Most of us have had to make some big adjustments to our regular daily schedules due to the coronavirus pandemic. After many cities have implemented Shelter in Place mandates most employees have now been asked to work from home due to the risk of exposure. As this is a wonderful solution thanks to our ever-evolving technology toolsets, there are also new challenges that may arise as telecommuting is a learned skill within itself. Having telecommuted in many different roles over the past seven years, including running a completely virtual company, there are nine tips I wish I had figured out earlier in my telecommuting career that I hope will be helpful to you during this time of new experiences. Here are 9 Tips to Maximize Work From Home During COVID-19.
1. Create a Workspace
Creating a workspace for yourself can be a vital tool when it comes to focusing in a home environment. Just as you have your own workspace at your office, it is helpful to create a workspace at home to continue the routine of “going” to work. Creating a workspace limits distractions and also helps family members understand that if you are in your workspace, you are working and unavailable.
2. Set a Daily Schedule
Maybe your job needs you to work 9-5. Maybe you can choose your own hours and want to work from 7-3. Whatever your situation is, set a daily schedule for yourself and stick to it. Without a daily schedule, it is easy to become less productive and end up working on and off the clock as you see fit. A daily schedule helps keep you accountable for putting in a full day of work. A daily schedule also keeps you accountable for clocking out and actually stopping work at the end of the day.
3. Make a Task List
Make a task list for yourself every day.
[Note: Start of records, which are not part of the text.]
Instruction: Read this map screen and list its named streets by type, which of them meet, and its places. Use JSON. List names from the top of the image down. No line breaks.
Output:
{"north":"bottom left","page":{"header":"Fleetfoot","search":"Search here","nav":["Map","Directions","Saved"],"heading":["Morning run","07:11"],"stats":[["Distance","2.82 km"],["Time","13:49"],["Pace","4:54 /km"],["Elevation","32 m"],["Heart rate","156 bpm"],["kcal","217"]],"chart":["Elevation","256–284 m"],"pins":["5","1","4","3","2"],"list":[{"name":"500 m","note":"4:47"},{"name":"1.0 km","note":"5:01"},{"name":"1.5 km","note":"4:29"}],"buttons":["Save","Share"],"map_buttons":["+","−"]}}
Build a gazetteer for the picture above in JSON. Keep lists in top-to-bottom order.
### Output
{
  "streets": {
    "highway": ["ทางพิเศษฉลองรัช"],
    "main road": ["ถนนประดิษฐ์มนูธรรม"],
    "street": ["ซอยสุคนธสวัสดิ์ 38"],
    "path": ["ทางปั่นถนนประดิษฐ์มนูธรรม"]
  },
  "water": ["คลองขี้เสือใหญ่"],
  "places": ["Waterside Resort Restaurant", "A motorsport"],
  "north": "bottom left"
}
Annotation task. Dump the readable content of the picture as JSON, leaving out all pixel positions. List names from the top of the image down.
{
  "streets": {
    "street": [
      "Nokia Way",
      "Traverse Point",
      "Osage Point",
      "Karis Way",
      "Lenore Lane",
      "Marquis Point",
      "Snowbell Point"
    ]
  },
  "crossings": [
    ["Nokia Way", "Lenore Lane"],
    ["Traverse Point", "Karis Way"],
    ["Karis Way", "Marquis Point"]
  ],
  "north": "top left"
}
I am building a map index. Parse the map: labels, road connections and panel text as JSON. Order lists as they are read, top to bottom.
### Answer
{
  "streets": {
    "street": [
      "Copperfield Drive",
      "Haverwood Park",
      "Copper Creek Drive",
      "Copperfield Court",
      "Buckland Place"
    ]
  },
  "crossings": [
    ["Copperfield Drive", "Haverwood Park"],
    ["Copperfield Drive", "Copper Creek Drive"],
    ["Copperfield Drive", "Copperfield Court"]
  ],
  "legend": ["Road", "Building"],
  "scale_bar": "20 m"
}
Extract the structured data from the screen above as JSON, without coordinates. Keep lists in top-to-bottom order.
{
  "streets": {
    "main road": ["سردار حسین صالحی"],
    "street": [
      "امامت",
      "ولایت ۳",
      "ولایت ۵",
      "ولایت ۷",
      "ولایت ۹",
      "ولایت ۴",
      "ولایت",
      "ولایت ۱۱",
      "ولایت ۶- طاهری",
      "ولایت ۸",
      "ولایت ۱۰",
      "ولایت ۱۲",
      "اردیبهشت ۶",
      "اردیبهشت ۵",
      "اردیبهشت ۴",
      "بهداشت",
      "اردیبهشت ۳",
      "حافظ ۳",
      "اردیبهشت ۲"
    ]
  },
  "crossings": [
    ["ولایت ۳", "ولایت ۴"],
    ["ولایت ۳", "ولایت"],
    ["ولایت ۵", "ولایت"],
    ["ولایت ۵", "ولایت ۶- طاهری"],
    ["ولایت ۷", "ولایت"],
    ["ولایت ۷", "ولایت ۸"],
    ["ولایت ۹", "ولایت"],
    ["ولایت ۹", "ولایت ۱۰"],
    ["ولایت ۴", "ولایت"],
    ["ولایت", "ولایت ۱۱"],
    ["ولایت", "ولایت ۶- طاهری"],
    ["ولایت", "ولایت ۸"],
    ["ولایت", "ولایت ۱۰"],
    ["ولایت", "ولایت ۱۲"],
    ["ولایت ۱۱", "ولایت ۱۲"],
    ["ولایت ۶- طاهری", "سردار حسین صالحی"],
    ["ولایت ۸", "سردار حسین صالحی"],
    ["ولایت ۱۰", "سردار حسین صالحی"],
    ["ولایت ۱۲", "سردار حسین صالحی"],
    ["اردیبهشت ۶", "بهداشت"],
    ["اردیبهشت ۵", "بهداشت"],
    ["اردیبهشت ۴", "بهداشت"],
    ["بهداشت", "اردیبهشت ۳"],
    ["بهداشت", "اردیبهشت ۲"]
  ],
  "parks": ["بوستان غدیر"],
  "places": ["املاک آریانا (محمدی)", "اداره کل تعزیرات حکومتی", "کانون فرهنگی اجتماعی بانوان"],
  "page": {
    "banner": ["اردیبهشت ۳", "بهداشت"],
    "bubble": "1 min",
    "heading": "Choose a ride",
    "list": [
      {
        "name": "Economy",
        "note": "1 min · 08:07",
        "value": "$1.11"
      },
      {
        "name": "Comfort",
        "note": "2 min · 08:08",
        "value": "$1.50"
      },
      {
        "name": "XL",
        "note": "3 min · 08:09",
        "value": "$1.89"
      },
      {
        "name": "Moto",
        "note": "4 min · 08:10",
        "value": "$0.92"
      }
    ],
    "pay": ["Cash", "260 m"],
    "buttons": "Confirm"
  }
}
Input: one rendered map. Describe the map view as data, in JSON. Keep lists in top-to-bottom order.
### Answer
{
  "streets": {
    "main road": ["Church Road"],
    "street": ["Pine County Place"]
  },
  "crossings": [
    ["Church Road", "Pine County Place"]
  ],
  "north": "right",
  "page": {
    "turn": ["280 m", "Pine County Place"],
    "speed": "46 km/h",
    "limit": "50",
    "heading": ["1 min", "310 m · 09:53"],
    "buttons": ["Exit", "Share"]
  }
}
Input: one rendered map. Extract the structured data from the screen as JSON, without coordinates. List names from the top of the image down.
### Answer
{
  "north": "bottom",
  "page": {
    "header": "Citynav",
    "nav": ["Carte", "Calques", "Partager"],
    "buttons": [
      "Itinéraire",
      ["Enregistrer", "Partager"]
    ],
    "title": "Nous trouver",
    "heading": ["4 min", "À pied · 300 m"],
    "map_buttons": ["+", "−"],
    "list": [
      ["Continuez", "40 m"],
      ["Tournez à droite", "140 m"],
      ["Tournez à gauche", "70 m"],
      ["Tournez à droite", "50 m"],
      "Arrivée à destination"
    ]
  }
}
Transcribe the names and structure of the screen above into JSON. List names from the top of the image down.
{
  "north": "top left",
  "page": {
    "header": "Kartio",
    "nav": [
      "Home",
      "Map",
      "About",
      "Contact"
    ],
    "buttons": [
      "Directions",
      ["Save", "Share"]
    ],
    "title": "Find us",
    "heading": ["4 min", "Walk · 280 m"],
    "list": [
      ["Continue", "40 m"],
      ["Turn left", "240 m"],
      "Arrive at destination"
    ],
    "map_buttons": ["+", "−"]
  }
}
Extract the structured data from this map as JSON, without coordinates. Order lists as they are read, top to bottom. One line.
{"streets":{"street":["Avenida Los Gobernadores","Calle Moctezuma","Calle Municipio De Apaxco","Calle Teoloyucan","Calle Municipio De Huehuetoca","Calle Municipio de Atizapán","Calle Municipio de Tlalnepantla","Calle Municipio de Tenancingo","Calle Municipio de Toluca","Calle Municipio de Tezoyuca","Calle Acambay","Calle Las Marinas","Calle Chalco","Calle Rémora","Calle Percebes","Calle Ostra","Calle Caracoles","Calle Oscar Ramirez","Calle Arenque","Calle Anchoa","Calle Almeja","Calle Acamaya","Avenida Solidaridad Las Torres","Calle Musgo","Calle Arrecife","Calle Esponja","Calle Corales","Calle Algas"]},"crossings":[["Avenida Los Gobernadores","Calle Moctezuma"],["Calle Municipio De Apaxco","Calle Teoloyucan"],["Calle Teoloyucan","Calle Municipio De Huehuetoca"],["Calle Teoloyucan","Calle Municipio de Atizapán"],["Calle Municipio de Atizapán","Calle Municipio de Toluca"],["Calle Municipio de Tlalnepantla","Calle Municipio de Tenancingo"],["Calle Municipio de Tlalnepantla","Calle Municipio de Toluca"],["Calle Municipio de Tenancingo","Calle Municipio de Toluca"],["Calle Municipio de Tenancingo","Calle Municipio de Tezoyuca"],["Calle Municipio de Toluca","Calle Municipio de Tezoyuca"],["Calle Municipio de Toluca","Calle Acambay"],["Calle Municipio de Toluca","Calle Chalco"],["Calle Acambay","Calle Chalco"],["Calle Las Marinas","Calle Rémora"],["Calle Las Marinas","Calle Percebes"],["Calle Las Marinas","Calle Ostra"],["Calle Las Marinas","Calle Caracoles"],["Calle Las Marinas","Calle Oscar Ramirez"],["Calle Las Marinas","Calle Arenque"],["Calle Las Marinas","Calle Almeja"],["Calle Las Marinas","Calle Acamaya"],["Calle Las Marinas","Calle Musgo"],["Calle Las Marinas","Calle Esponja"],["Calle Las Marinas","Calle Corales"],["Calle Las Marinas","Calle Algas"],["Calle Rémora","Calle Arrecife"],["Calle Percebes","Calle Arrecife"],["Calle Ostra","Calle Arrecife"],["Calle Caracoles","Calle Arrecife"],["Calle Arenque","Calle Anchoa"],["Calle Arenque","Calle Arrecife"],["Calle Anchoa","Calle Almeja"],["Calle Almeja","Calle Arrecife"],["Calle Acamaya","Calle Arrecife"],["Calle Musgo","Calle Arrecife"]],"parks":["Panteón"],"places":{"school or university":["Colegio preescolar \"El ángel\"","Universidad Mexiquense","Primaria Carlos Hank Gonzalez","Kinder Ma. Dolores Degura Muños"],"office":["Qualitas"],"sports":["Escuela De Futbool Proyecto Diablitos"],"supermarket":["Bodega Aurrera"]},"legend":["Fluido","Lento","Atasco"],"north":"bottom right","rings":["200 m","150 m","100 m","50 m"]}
This is important because it lays out exactly what you will be doing within your daily schedule. A task list is one of the best tools to help you stay focused and get the job done.
Organize your task list in order of importance and do your work in that order. This prioritization adds an extra layer of accountability to your workday helping you stay focused and on-task. We all get tempted to procrastinate on harder projects. A commitment to doing your tasks in order of priority can feel difficult at first, but at the end of the day, you will have more done with the assurance that what was completed is actually important.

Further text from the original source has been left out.